[Collected data]
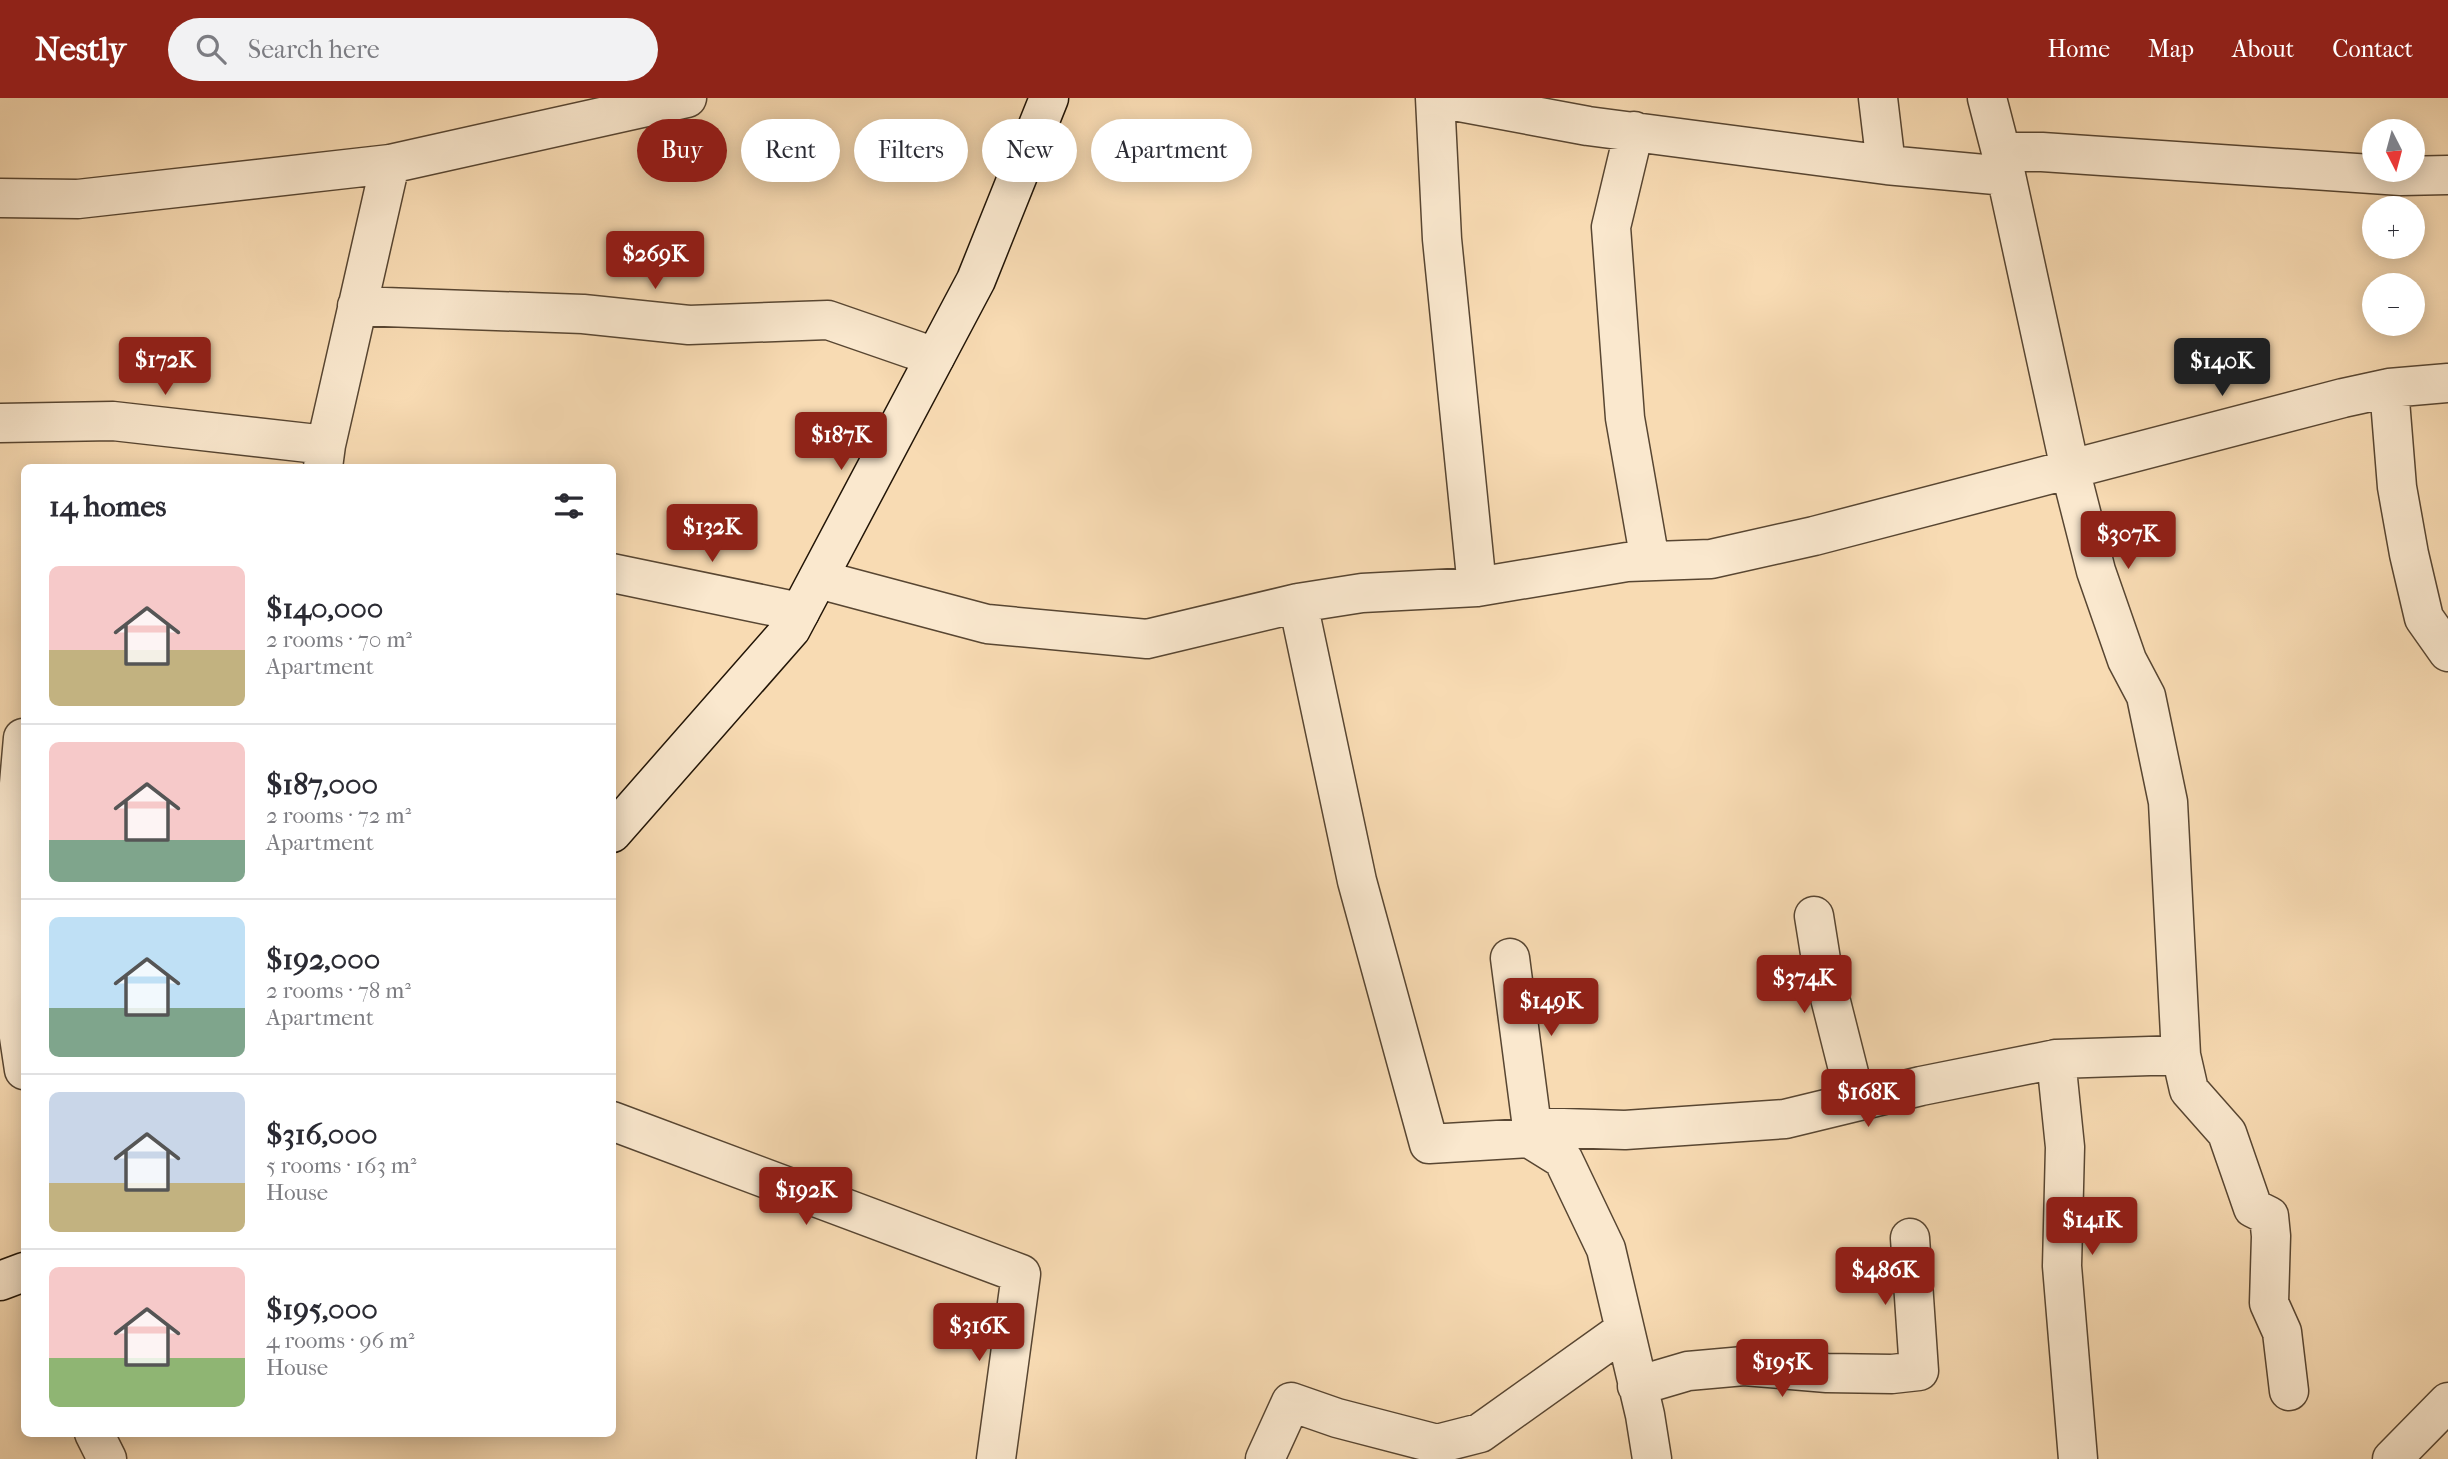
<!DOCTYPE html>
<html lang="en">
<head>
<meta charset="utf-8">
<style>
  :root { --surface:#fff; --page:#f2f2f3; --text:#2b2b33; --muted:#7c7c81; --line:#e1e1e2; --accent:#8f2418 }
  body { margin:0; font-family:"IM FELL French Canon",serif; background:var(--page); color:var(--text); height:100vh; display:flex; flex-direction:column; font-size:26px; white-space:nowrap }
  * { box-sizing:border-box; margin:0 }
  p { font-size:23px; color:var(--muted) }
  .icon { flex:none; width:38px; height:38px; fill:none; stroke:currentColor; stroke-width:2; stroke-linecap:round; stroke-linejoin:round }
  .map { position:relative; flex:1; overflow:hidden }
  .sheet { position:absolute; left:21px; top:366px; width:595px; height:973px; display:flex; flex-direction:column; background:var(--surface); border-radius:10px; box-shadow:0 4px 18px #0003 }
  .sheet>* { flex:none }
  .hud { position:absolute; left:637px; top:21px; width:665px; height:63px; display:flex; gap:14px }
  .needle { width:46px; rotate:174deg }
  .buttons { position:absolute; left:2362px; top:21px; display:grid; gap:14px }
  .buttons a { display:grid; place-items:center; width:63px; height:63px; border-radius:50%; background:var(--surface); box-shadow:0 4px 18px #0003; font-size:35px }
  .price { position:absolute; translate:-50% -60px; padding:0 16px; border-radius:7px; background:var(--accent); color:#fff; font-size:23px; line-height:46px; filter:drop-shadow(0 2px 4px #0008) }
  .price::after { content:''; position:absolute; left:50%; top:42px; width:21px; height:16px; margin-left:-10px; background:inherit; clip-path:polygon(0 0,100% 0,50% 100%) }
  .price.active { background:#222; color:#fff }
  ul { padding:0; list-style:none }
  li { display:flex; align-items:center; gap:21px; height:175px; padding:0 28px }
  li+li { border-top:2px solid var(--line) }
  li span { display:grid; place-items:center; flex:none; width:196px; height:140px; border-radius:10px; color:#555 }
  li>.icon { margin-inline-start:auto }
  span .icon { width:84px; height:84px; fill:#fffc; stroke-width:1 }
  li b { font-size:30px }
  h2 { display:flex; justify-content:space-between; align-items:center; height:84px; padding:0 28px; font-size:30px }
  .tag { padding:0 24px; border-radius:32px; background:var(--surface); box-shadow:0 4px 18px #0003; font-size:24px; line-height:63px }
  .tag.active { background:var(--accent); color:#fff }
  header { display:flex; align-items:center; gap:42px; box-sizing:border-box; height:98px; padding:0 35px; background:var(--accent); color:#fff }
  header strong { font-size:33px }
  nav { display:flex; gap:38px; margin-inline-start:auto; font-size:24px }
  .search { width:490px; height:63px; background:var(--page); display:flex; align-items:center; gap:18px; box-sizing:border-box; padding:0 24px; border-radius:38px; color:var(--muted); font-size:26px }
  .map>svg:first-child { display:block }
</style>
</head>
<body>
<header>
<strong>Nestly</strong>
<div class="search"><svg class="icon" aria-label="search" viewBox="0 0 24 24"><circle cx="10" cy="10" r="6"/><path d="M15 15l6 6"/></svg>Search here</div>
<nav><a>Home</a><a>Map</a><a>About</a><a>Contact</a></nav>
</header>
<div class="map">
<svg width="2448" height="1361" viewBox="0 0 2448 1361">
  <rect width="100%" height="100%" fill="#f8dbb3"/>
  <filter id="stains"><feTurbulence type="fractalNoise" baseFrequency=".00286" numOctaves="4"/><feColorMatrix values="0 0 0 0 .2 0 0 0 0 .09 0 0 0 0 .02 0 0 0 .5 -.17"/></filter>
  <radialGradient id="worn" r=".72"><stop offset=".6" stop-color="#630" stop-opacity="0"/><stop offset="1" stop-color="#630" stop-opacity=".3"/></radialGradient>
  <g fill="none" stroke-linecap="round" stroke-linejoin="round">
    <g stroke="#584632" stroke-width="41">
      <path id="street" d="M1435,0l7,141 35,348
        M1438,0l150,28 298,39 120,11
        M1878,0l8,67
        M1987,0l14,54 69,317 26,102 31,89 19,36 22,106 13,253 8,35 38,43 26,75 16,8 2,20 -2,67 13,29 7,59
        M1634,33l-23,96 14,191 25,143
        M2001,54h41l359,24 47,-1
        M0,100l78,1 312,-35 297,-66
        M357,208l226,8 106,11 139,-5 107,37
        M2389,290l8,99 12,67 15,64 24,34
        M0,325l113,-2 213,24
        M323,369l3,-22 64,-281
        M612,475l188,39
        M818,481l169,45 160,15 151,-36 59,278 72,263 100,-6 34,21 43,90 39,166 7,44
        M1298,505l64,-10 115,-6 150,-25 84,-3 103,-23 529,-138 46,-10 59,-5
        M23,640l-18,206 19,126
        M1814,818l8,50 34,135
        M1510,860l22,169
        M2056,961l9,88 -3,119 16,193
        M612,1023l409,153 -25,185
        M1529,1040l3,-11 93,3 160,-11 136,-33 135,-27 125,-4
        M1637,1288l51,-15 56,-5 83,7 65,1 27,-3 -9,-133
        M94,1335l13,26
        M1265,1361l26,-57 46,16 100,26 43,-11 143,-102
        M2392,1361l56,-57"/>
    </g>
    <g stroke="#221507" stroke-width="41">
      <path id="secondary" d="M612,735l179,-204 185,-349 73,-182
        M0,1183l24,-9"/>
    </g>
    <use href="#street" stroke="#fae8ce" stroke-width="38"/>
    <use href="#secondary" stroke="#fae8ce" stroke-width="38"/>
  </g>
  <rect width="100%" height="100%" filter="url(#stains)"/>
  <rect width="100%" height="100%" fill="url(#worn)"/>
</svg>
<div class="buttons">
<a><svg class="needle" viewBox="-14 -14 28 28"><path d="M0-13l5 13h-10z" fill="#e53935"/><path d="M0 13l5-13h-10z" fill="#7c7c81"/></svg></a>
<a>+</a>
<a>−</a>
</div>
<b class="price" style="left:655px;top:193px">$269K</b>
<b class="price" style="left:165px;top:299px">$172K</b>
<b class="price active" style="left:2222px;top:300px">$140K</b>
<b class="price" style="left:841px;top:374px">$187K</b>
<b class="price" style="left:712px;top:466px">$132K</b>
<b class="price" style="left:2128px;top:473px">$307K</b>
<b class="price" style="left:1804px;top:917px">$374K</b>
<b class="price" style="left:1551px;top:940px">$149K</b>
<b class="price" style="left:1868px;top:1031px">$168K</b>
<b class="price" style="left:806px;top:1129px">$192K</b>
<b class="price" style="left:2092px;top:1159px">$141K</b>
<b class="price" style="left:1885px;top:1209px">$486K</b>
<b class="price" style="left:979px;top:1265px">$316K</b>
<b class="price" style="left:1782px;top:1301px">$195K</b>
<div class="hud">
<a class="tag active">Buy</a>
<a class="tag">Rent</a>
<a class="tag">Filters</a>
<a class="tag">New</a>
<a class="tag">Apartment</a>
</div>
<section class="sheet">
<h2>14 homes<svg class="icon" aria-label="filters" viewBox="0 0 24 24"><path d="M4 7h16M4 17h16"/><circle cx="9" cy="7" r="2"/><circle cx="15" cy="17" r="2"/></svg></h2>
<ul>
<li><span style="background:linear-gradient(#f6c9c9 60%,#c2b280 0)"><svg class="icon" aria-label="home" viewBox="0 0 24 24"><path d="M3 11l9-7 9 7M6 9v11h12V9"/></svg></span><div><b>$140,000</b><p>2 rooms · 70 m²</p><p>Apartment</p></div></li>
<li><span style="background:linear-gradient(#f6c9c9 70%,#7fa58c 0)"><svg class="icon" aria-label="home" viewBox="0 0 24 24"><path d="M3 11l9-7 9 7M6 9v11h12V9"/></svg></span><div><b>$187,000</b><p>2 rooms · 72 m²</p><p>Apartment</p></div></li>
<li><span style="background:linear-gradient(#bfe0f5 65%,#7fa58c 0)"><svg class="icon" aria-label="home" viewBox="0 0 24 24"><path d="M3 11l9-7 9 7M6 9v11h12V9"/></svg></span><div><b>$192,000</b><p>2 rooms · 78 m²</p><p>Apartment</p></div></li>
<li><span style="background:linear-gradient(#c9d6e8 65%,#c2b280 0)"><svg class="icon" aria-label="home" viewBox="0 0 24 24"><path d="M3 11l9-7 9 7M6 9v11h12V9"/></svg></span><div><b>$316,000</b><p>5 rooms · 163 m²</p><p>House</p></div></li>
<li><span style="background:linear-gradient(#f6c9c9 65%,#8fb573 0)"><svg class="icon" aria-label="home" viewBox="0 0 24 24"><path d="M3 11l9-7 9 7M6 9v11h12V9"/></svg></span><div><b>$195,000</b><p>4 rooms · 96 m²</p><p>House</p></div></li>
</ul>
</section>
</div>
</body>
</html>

### INSTRUCTIONS FOR THE TASK
Include the first line of the records, the line containing "display:flex; align-items:center; gap:21px;", and every line between them, repeated exactly. Skip the pictures.

### OUTPUT OF THE EXERCISE
<!DOCTYPE html>
<html lang="en">
<head>
<meta charset="utf-8">
<style>
  :root { --surface:#fff; --page:#f2f2f3; --text:#2b2b33; --muted:#7c7c81; --line:#e1e1e2; --accent:#8f2418 }
  body { margin:0; font-family:"IM FELL French Canon",serif; background:var(--page); color:var(--text); height:100vh; display:flex; flex-direction:column; font-size:26px; white-space:nowrap }
  * { box-sizing:border-box; margin:0 }
  p { font-size:23px; color:var(--muted) }
  .icon { flex:none; width:38px; height:38px; fill:none; stroke:currentColor; stroke-width:2; stroke-linecap:round; stroke-linejoin:round }
  .map { position:relative; flex:1; overflow:hidden }
  .sheet { position:absolute; left:21px; top:366px; width:595px; height:973px; display:flex; flex-direction:column; background:var(--surface); border-radius:10px; box-shadow:0 4px 18px #0003 }
  .sheet>* { flex:none }
  .hud { position:absolute; left:637px; top:21px; width:665px; height:63px; display:flex; gap:14px }
  .needle { width:46px; rotate:174deg }
  .buttons { position:absolute; left:2362px; top:21px; display:grid; gap:14px }
  .buttons a { display:grid; place-items:center; width:63px; height:63px; border-radius:50%; background:var(--surface); box-shadow:0 4px 18px #0003; font-size:35px }
  .price { position:absolute; translate:-50% -60px; padding:0 16px; border-radius:7px; background:var(--accent); color:#fff; font-size:23px; line-height:46px; filter:drop-shadow(0 2px 4px #0008) }
  .price::after { content:''; position:absolute; left:50%; top:42px; width:21px; height:16px; margin-left:-10px; background:inherit; clip-path:polygon(0 0,100% 0,50% 100%) }
  .price.active { background:#222; color:#fff }
  ul { padding:0; list-style:none }
  li { display:flex; align-items:center; gap:21px; height:175px; padding:0 28px }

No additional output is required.